Last, but not least, a word of caution. To connect to a database, we need a username and a password. It is best practice to use environment variables instead of exposing them in plain sight as part of the connection string. This is particularly important if you push your code to a version control system that other people can access. In Unix-like environments, this can be done by appending the following two lines at the end of your shell's initialization file. To apply changes, you will need to log out and log back in or source the file in the current session.
1 export DB_USER="your_PostgreSQL_username_here_inside_quotes"
2 export DB_PASS="your_password_inside_quotes"
In Windows, go to Control Panel / System / Advanced system settings. Select the Advanced tab and click on Environment Variables to add them:
We are now ready to start writing Python code!
At the top of our program we will import the necessary modules and one function to handle errors:
1 import os
2 import psycopg2 as p
3 from psycopg2 import Error
Next, we will load the contents of query.sql into query and instantiate the connection.
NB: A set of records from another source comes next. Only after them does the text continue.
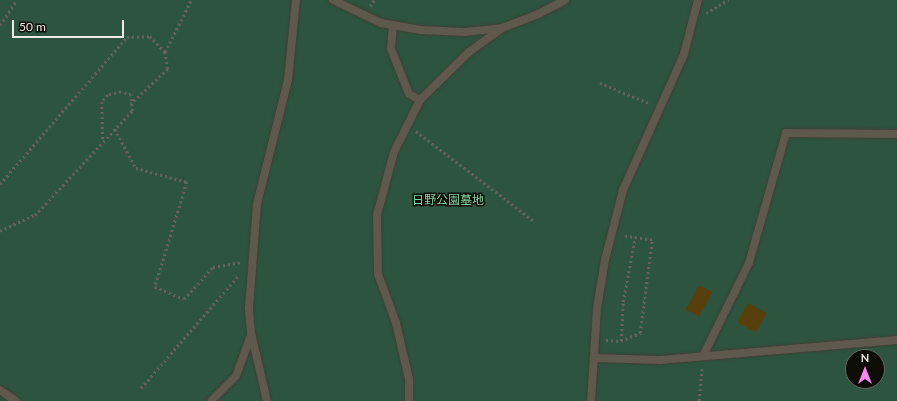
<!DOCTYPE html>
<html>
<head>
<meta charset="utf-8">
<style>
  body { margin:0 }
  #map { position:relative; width:897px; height:401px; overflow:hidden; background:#282217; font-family:Lato,"Noto Sans JP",sans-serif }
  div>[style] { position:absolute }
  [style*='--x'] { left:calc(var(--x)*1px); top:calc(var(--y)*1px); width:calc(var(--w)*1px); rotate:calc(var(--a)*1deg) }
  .green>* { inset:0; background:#2d543e }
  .building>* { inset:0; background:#57400c; transform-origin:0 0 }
  .path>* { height:2.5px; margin-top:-1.25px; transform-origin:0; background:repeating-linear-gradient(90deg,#69645a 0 2px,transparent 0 5px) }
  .roads { filter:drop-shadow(0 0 1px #423c34) drop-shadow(0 0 1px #423c34) }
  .lane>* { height:8px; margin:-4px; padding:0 4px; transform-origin:4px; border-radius:4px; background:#5f584c }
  span { translate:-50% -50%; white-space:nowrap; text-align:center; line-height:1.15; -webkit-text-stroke:3px #0e0c07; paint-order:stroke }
  .park-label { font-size:12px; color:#84d3a5 }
  .north { position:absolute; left:845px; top:349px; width:40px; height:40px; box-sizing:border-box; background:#0e0c07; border:1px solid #68655f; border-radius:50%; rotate:0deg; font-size:11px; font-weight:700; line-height:16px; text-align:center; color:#efebe4 }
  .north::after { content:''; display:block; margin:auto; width:14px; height:18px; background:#f589ef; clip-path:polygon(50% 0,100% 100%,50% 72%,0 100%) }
  .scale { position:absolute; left:12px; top:20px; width:112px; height:18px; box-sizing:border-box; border:2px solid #efebe4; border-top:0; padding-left:5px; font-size:12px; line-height:14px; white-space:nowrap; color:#efebe4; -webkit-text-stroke:3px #0e0c07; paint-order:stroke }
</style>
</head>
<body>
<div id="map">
  <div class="green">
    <i style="clip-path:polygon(evenodd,0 0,897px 0,897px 401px,0 401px,0 0,853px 357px,877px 357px,877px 381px,853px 381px,853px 357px)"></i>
  </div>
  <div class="building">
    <i style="left:699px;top:285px;width:15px;height:28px;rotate:28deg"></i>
    <i style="left:748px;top:303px;width:21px;height:22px;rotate:29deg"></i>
  </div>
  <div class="path">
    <i style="--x:370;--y:6;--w:7;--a:-56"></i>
    <i style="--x:706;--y:13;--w:26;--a:-31"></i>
    <i style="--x:0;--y:25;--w:30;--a:-56"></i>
    <i style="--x:165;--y:52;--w:58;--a:-63.4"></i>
    <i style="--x:600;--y:83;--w:55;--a:22.4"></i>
    <i style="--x:115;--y:129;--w:44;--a:61.7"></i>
    <i style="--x:136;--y:168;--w:53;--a:15.4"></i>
    <i style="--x:187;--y:182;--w:110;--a:106.9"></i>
    <i style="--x:155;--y:287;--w:31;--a:22"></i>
    <i style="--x:184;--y:299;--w:43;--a:-47.8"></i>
    <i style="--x:213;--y:267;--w:29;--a:-10"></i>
    <i style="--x:416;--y:131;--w:150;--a:37.4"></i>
    <i style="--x:0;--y:184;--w:194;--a:-49.2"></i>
    <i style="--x:127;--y:37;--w:23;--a:-2"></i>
    <i style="--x:150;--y:36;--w:22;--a:47"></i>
    <i style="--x:165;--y:52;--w:17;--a:80"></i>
    <i style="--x:168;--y:69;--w:51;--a:136.6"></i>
    <i style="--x:0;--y:231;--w:38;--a:-25"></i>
    <i style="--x:35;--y:215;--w:142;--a:-47"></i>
    <i style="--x:132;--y:111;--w:16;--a:-94"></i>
    <i style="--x:131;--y:95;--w:10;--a:-163"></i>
    <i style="--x:121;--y:92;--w:13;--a:167"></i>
    <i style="--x:108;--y:95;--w:9;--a:131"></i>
    <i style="--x:102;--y:102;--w:40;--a:88.6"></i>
    <i style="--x:606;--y:340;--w:15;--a:4"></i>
    <i style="--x:621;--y:341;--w:21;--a:-23"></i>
    <i style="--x:640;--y:333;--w:94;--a:-82.6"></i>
    <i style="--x:652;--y:240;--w:30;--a:-172"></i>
    <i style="--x:621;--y:341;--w:39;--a:-87"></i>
    <i style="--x:623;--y:302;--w:66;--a:-79.5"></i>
    <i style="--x:141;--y:388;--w:150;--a:-49.1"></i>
    <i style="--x:699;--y:401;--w:33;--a:-85"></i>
  </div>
  <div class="roads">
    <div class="lane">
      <i style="--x:333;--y:0;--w:53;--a:25.6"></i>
      <i style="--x:381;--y:23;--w:40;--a:10"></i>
      <i style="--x:420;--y:30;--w:45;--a:2.5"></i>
      <i style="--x:465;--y:32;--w:37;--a:-6"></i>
      <i style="--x:502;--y:28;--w:39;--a:-21"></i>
      <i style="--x:538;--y:14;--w:30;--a:-27"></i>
      <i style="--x:393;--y:25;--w:24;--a:95"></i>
      <i style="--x:391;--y:49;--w:48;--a:68.2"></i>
      <i style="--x:409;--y:94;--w:13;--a:29"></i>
      <i style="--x:704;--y:354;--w:102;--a:-63.7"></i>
      <i style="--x:749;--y:263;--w:135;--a:-74.1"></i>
      <i style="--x:786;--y:133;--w:111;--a:0.5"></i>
      <i style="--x:594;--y:358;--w:66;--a:1.7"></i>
      <i style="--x:660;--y:360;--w:238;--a:-4.8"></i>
      <i style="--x:0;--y:390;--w:19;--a:35"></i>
      <i style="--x:211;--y:401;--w:35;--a:-45"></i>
      <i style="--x:236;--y:376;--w:44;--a:-69.9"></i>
      <i style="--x:267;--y:401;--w:70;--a:-103.2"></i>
      <i style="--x:251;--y:333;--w:25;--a:-95"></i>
      <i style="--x:249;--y:308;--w:104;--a:-85.6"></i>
      <i style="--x:257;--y:204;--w:128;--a:-76"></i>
      <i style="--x:288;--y:80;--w:80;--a:-84.3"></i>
      <i style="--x:409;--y:401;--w:22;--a:-90"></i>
      <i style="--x:409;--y:379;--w:57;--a:-103.1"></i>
      <i style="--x:396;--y:323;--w:52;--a:-110.2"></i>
      <i style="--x:378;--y:274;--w:59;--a:-91"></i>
      <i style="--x:377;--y:215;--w:65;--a:-74.9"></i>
      <i style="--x:394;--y:152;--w:58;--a:-63.4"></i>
      <i style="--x:420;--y:100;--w:69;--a:-44.4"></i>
      <i style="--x:469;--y:52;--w:41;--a:-36"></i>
      <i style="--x:591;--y:401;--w:93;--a:-86.3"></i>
      <i style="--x:597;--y:308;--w:49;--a:-80.5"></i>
      <i style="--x:605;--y:260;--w:72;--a:-75.6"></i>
      <i style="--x:623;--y:190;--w:149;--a:-65.8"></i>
      <i style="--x:684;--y:54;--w:56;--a:-75.5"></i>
    </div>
  </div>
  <div class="park-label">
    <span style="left:448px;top:200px">日野公園墓地</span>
  </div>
  <div class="north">N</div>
  <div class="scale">50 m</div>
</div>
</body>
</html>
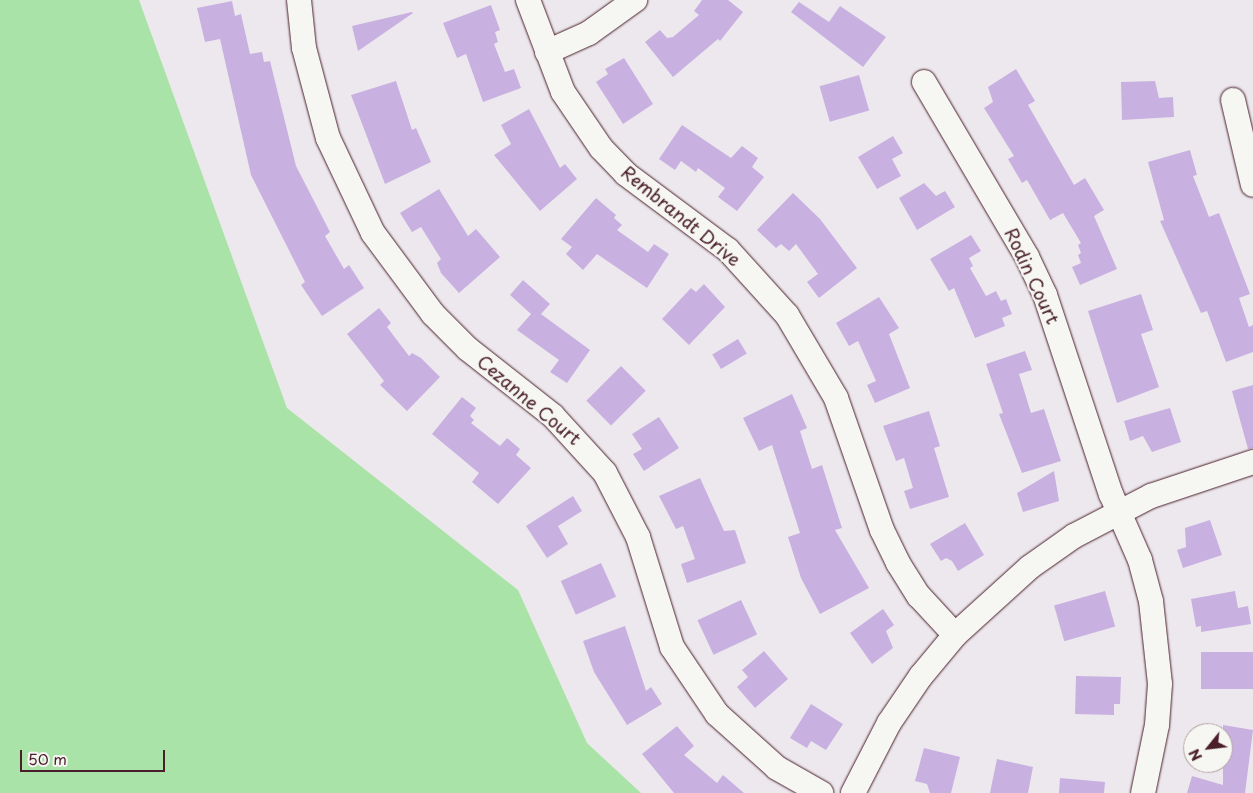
<!DOCTYPE html>
<html>
<head>
<meta charset="utf-8">
<style>
	body { margin:0 }
	#map { position:relative; width:1253px; height:793px; overflow:hidden; background:#ede8ee; font-family:"Playpen Sans",sans-serif }
	div>[style] { position:absolute }
	.green>* { inset:0; background:#aae3a7 }
	.building>* { inset:0; background:#c8b1e0; transform-origin:0 0 }
	.roads { filter:drop-shadow(0 0 1px #4a1f2b) drop-shadow(0 0 1px #4a1f2b) }
	.minor>* { height:24px; margin:-12px; padding:0 12px; transform-origin:12px; border-radius:12px; background:#f6f6f2 }
	span { translate:-50% -50%; white-space:nowrap; text-align:center; line-height:1.15; -webkit-text-stroke:4.5px #f6f6f2; paint-order:stroke }
	.street-label { font-size:18px; color:#4a1f2b }
	.north { position:absolute; left:1183px; top:723px; width:50px; height:50px; box-sizing:border-box; background:#f6f6f2; border:1px solid #b1a0a2; border-radius:50%; rotate:241deg; font-size:14px; font-weight:700; line-height:20px; text-align:center; color:#4a1f2b }
	.north::after { content:''; display:block; margin:auto; width:18px; height:22px; background:#4a1f2b; clip-path:polygon(50% 0,100% 100%,50% 72%,0 100%) }
	.scale { position:absolute; left:20px; top:750px; width:145px; height:22px; box-sizing:border-box; border:2px solid #4a1f2b; border-top:0; padding-left:6px; font-size:15px; line-height:18px; white-space:nowrap; color:#4a1f2b; -webkit-text-stroke:4px #f6f6f2; paint-order:stroke }
</style>
</head>
<body>
<div id="map">
	<div class="green">
		<i style="clip-path:polygon(0 0,139px 0,287px 408px,518px 590px,587px 743px,641px 793px,0 793px)"></i>
	</div>
	<div class="building">
		<i style="clip-path:polygon(702px 0,728px 0,743px 12px,720px 41px,718px 39px,673px 77px,645px 42px,660px 30px,667px 38px,673px 37px,699px 15px,694px 11px)"></i>
		<i style="clip-path:polygon(232px 1px,235px 16px,241px 14px,250px 54px,262px 52px,264px 62px,270px 61px,296px 166px,330px 232px,325px 236px,344px 269px,349px 265px,364px 288px,322px 316px,301px 285px,305px 282px,251px 175px,220px 39px,205px 42px,197px 8px)"></i>
		<i style="clip-path:polygon(799px 2px,829px 22px,840px 6px,886px 37px,863px 67px,791px 12px)"></i>
		<i style="clip-path:polygon(491px 5px,500px 30px,495px 32px,498px 42px,494px 44px,505px 72px,514px 69px,521px 88px,483px 102px,466px 54px,457px 58px,443px 23px)"></i>
		<i style="clip-path:polygon(412px 12px,413px 13px,358px 51px,352px 26px)"></i>
		<i style="clip-path:polygon(624px 58px,653px 104px,623px 124px,596px 82px,608px 74px,605px 69px)"></i>
		<i style="clip-path:polygon(1016px 69px,1035px 101px,1028px 105px,1074px 185px,1085px 178px,1104px 210px,1094px 216px,1117px 269px,1080px 285px,1072px 267px,1081px 263px,1078px 255px,1081px 253px,1078px 245px,1081px 243px,1063px 213px,1050px 220px,1027px 180px,1022px 183px,1008px 159px,1014px 156px,984px 108px,993px 102px,988px 87px)"></i>
		<i style="left:859px;top:75px;width:37px;height:41px;rotate:74deg"></i>
		<i style="clip-path:polygon(396px 81px,412px 130px,416px 128px,431px 162px,385px 184px,351px 95px)"></i>
		<i style="clip-path:polygon(1155px 81px,1159px 98px,1173px 97px,1174px 117px,1122px 120px,1121px 82px)"></i>
		<i style="clip-path:polygon(529px 109px,560px 168px,565px 164px,577px 179px,540px 211px,494px 155px,511px 144px,501px 125px)"></i>
		<i style="clip-path:polygon(682px 125px,731px 158px,742px 146px,758px 158px,752px 167px,764px 177px,737px 211px,718px 197px,725px 188px,698px 168px,696px 172px,681px 161px,675px 170px,659px 159px)"></i>
		<i style="clip-path:polygon(893px 136px,903px 153px,892px 159px,901px 176px,877px 189px,858px 157px)"></i>
		<i style="clip-path:polygon(1190px 150px,1197px 175px,1193px 176px,1209px 217px,1219px 213px,1250px 294px,1239px 298px,1249px 327px,1253px 325px,1253px 352px,1226px 362px,1207px 311px,1201px 313px,1160px 221px,1164px 220px,1148px 162px)"></i>
		<i style="clip-path:polygon(924px 183px,936px 196px,945px 191px,955px 207px,917px 230px,899px 198px)"></i>
		<i style="clip-path:polygon(439px 189px,468px 236px,476px 229px,500px 257px,459px 293px,441px 273px,437px 263px,441px 259px,421px 227px,412px 232px,400px 213px)"></i>
		<i style="clip-path:polygon(793px 193px,820px 219px,857px 268px,819px 298px,807px 282px,818px 274px,796px 244px,789px 251px,781px 244px,776px 248px,757px 230px)"></i>
		<i style="clip-path:polygon(596px 198px,616px 215px,614px 218px,622px 225px,617px 230px,648px 252px,654px 244px,669px 254px,647px 288px,597px 254px,583px 270px,566px 254px,572px 247px,561px 239px)"></i>
		<i style="clip-path:polygon(971px 235px,981px 251px,969px 258px,973px 266px,970px 268px,986px 296px,996px 291px,1001px 301px,1006px 299px,1012px 314px,1002px 318px,1005px 326px,975px 338px,954px 288px,949px 291px,930px 259px)"></i>
		<i style="clip-path:polygon(523px 280px,550px 304px,541px 314px,590px 350px,567px 383px,550px 372px,559px 360px,517px 330px,531px 314px,510px 295px)"></i>
		<i style="clip-path:polygon(704px 284px,725px 307px,689px 345px,662px 319px,691px 288px,696px 292px)"></i>
		<i style="clip-path:polygon(1141px 294px,1153px 330px,1141px 334px,1159px 387px,1117px 403px,1088px 311px)"></i>
		<i style="clip-path:polygon(879px 297px,899px 328px,889px 334px,910px 388px,875px 403px,867px 385px,876px 381px,858px 341px,849px 346px,836px 323px)"></i>
		<i style="clip-path:polygon(379px 308px,391px 323px,387px 327px,409px 356px,412px 353px,421px 358px,440px 377px,407px 411px,380px 385px,384px 381px,347px 334px)"></i>
		<i style="left:738px;top:339px;width:17px;height:30px;rotate:59deg"></i>
		<i style="clip-path:polygon(1025px 351px,1032px 370px,1019px 374px,1031px 413px,1044px 409px,1061px 461px,1022px 473px,999px 414px,1003px 413px,986px 364px)"></i>
		<i style="left:621px;top:366px;width:35px;height:49px;rotate:45deg"></i>
		<i style="clip-path:polygon(1253px 385px,1253px 448px,1248px 449px,1232px 391px)"></i>
		<i style="clip-path:polygon(792px 394px,807px 428px,800px 431px,812px 469px,822px 465px,828px 484px,842px 528px,835px 530px,869px 588px,820px 614px,801px 578px,788px 537px,800px 533px,772px 445px,759px 451px,743px 418px)"></i>
		<i style="clip-path:polygon(462px 397px,476px 408px,470px 416px,474px 420px,471px 423px,500px 446px,507px 438px,520px 449px,516px 455px,531px 468px,498px 504px,472px 482px,479px 473px,432px 434px)"></i>
		<i style="clip-path:polygon(1170px 408px,1181px 442px,1152px 452px,1143px 436px,1130px 441px,1124px 421px)"></i>
		<i style="clip-path:polygon(929px 411px,940px 446px,934px 448px,949px 497px,910px 509px,904px 491px,913px 488px,904px 458px,896px 461px,883px 426px)"></i>
		<i style="clip-path:polygon(659px 417px,679px 448px,644px 471px,633px 454px,642px 449px,632px 434px)"></i>
		<i style="clip-path:polygon(1054px 471px,1059px 501px,1023px 512px,1017px 493px)"></i>
		<i style="clip-path:polygon(700px 478px,724px 531px,735px 530px,746px 563px,687px 583px,681px 564px,695px 559px,683px 526px,676px 529px,659px 496px)"></i>
		<i style="clip-path:polygon(573px 496px,582px 511px,558px 526px,568px 544px,547px 558px,526px 526px)"></i>
		<i style="clip-path:polygon(1210px 520px,1222px 555px,1183px 568px,1177px 550px,1186px 547px,1185px 528px)"></i>
		<i style="clip-path:polygon(965px 523px,984px 555px,958px 571px,952px 561px,946px 558px,941px 561px,930px 544px)"></i>
		<i style="left:601px;top:563px;width:37px;height:44px;rotate:66deg"></i>
		<i style="left:1105px;top:591px;width:37px;height:53px;rotate:74deg"></i>
		<i style="clip-path:polygon(1235px 591px,1238px 608px,1248px 606px,1251px 624px,1201px 632px,1201px 626px,1196px 627px,1191px 599px)"></i>
		<i style="left:741px;top:600px;width:38px;height:48px;rotate:65deg"></i>
		<i style="clip-path:polygon(883px 609px,894px 625px,886px 631px,893px 648px,872px 664px,850px 633px)"></i>
		<i style="clip-path:polygon(625px 626px,646px 691px,651px 687px,662px 704px,627px 725px,594px 672px,583px 641px)"></i>
		<i style="clip-path:polygon(764px 651px,788px 679px,755px 708px,737px 687px,748px 677px,742px 670px)"></i>
		<i style="left:1253px;top:652px;width:37px;height:52px;rotate:90deg"></i>
		<i style="clip-path:polygon(1076px 676px,1121px 677px,1120px 704px,1114px 704px,1114px 715px,1075px 714px)"></i>
		<i style="clip-path:polygon(811px 704px,843px 724px,826px 750px,811px 741px,807px 748px,790px 738px)"></i>
		<i style="clip-path:polygon(1223px 725px,1253px 730px,1245px 793px,1187px 793px,1192px 776px,1223px 785px)"></i>
		<i style="clip-path:polygon(677px 726px,694px 746px,684px 755px,717px 783px,723px 775px,744px 793px,674px 793px,642px 754px)"></i>
		<i style="clip-path:polygon(924px 748px,960px 757px,951px 793px,930px 793px,927px 784px,915px 781px)"></i>
		<i style="clip-path:polygon(997px 759px,1033px 767px,1028px 793px,990px 793px)"></i>
		<i style="clip-path:polygon(1060px 778px,1105px 782px,1104px 793px,1059px 793px)"></i>
	</div>
	<div class="roads">
		<div class="minor">
			<i style="left:299px;top:0;width:48px;rotate:84.1deg"></i>
			<i style="left:304px;top:48px;width:93px;rotate:75.1deg"></i>
			<i style="left:328px;top:138px;width:105px;rotate:64.7deg"></i>
			<i style="left:373px;top:233px;width:101px;rotate:53.5deg"></i>
			<i style="left:433px;top:314px;width:49px;rotate:45deg"></i>
			<i style="left:468px;top:349px;width:108px;rotate:38.2deg"></i>
			<i style="left:553px;top:416px;width:77px;rotate:47.6deg"></i>
			<i style="left:605px;top:473px;width:72px;rotate:62.7deg"></i>
			<i style="left:638px;top:537px;width:115px;rotate:72.8deg"></i>
			<i style="left:672px;top:647px;width:81px;rotate:56.1deg"></i>
			<i style="left:717px;top:714px;width:81px;rotate:42deg"></i>
			<i style="left:777px;top:768px;width:51px;rotate:29.6deg"></i>
			<i style="left:528px;top:0;width:98px;rotate:69.2deg"></i>
			<i style="left:563px;top:92px;width:68px;rotate:55.8deg"></i>
			<i style="left:601px;top:148px;width:36px;rotate:46deg"></i>
			<i style="left:626px;top:174px;width:127px;rotate:36.7deg"></i>
			<i style="left:728px;top:250px;width:88px;rotate:47.8deg"></i>
			<i style="left:787px;top:315px;width:96px;rotate:59.4deg"></i>
			<i style="left:836px;top:398px;width:140px;rotate:70.8deg"></i>
			<i style="left:882px;top:530px;width:37px;rotate:64deg"></i>
			<i style="left:898px;top:563px;width:39px;rotate:58deg"></i>
			<i style="left:919px;top:596px;width:53px;rotate:47.3deg"></i>
			<i style="left:547px;top:52px;width:46px;rotate:-24.3deg"></i>
			<i style="left:589px;top:33px;width:57px;rotate:-35.7deg"></i>
			<i style="left:924px;top:82px;width:203px;rotate:59.5deg"></i>
			<i style="left:1027px;top:257px;width:42px;rotate:64.7deg"></i>
			<i style="left:1045px;top:295px;width:210px;rotate:71.7deg"></i>
			<i style="left:1111px;top:494px;width:72px;rotate:66.3deg"></i>
			<i style="left:1140px;top:560px;width:42px;rotate:75deg"></i>
			<i style="left:1151px;top:601px;width:83px;rotate:83.8deg"></i>
			<i style="left:1160px;top:684px;width:41px;rotate:94.2deg"></i>
			<i style="left:1157px;top:725px;width:69px;rotate:101.6deg"></i>
			<i style="left:1233px;top:100px;width:87px;rotate:76.8deg"></i>
			<i style="left:853px;top:793px;width:79px;rotate:-62.8deg"></i>
			<i style="left:889px;top:723px;width:57px;rotate:-55.8deg"></i>
			<i style="left:921px;top:676px;width:53px;rotate:-50.3deg"></i>
			<i style="left:955px;top:635px;width:101px;rotate:-42.2deg"></i>
			<i style="left:1030px;top:567px;width:54px;rotate:-35.2deg"></i>
			<i style="left:1074px;top:536px;width:87px;rotate:-27.5deg"></i>
			<i style="left:1151px;top:496px;width:108px;rotate:-18.4deg"></i>
		</div>
	</div>
	<div class="street-label">
		<span style="left:681px;top:216px;rotate:39deg">Rembrandt Drive</span>
		<span style="left:1032px;top:276px;rotate:65deg">Rodin Court</span>
		<span style="left:529px;top:400px;rotate:40deg">Cezanne Court</span>
	</div>
	<div class="north">N</div>
	<div class="scale">50 m</div>
</div>
</body>
</html>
You can also use environment variables for host, port, and database just like we did for user and password, although it is not strictly necessary to do so.
1 with open('query.sql') as sql:
2 query = sql.read()
3
4 conn = p.connect(
5 user = os.environ['DB_USER'],
6 password = os.environ['DB_PASS'],
7 host = 'localhost',
8 port = '5432',
9 database = 'nba'
10 )
Once we have successfully connected to the database, it is time to execute the query. To do so, a control structure associated with the connection and known as cursor is used. If everything went as expected, the variable called result contains a list of one-element tuples where each element is a dictionary.
1 cursor = conn.cursor()
2 cursor.execute(query)
3 result = cursor.fetchall()
At this point, we can iterate over result and manipulate its contents as desired. For example, we may insert them into a spreadsheet (as illustrated in Fig. 5), as we learned in Importing Data from Microsoft Excel Files with Python, or use them to feed an HTML table via a web application.
To catch errors, if they occur, it is necessary to wrap our code inside a try-except block
. And while we are at it, adding a finally
sentence allows us to clean up the connection when we are done using it:
1 try:
2 # Instantiate the connection
3 conn = p.connect(
4 user = os.environ['DB_USER'],
5 password = os.environ['DB_PASS'],
6 host = 'localhost',
7 port = '5432',
8 database = 'nba'
9 )
10
11 # Create cursor, execute the query, and fetch results
12 cursor = conn.cursor()
13 cursor.execute(query)
14 result = cursor.fetchall()
15
16 # Create workbook and select active sheet
17 wb = Workbook()
18 ws = wb.active
19
20 # Rename active sheet
21 ws.title = 'Teams'
22
23 # Column headings
24 column_headings = [
25 'Name',
26 'City',
27 'Conference',
28 'Rank',
29 'Players',
30 'Coach',
31 'Home wins',
32 'Away wins'
33 ]
34 ws.append(column_headings)
35
36 # Add players
37 for team in result:
38 ws.append(list(team[0].values()))
39
40 # Get coordinates of last cell
41 last_cell = ws.cell(row = ws.max_row, column = ws.max_column).coordinate
42
43 # Create table
44 team_table = Table(displayName = 'TeamTable', ref = 'A1:{}'.format(last_cell))
45
46 # Add 'Table Style Medium 6' style
47 style = TableStyleInfo(name = 'TableStyleMedium6', showRowStripes = True)
48
49 # Apply style to table
50 team_table.tableStyleInfo = style
51
52 # Add table to spreadsheet
53 ws.add_table(team_table)
54
55 # Save spreadsheet
56 wb.save('teams.xlsx')
57
58 except p.Error as error:
59 print('There was an error with the database operation: {}'.format(error))
60 except:
61 print('There was an unexpected error of type {}'.format(sys.exc_info()[0]))
62 finally:
63 if conn:
64 cursor.close()
65 conn.close()
Both the script and the SQL file are available in Github. Feel free to use and modify them as you need.
In this guide, we have learned how to connect to a PostgreSQL database using Python, execute queries, and import the results into an Excel spreadsheet. However, you can adapt the code to do other things, such as creating and saving a JSON file or populating an HTML table.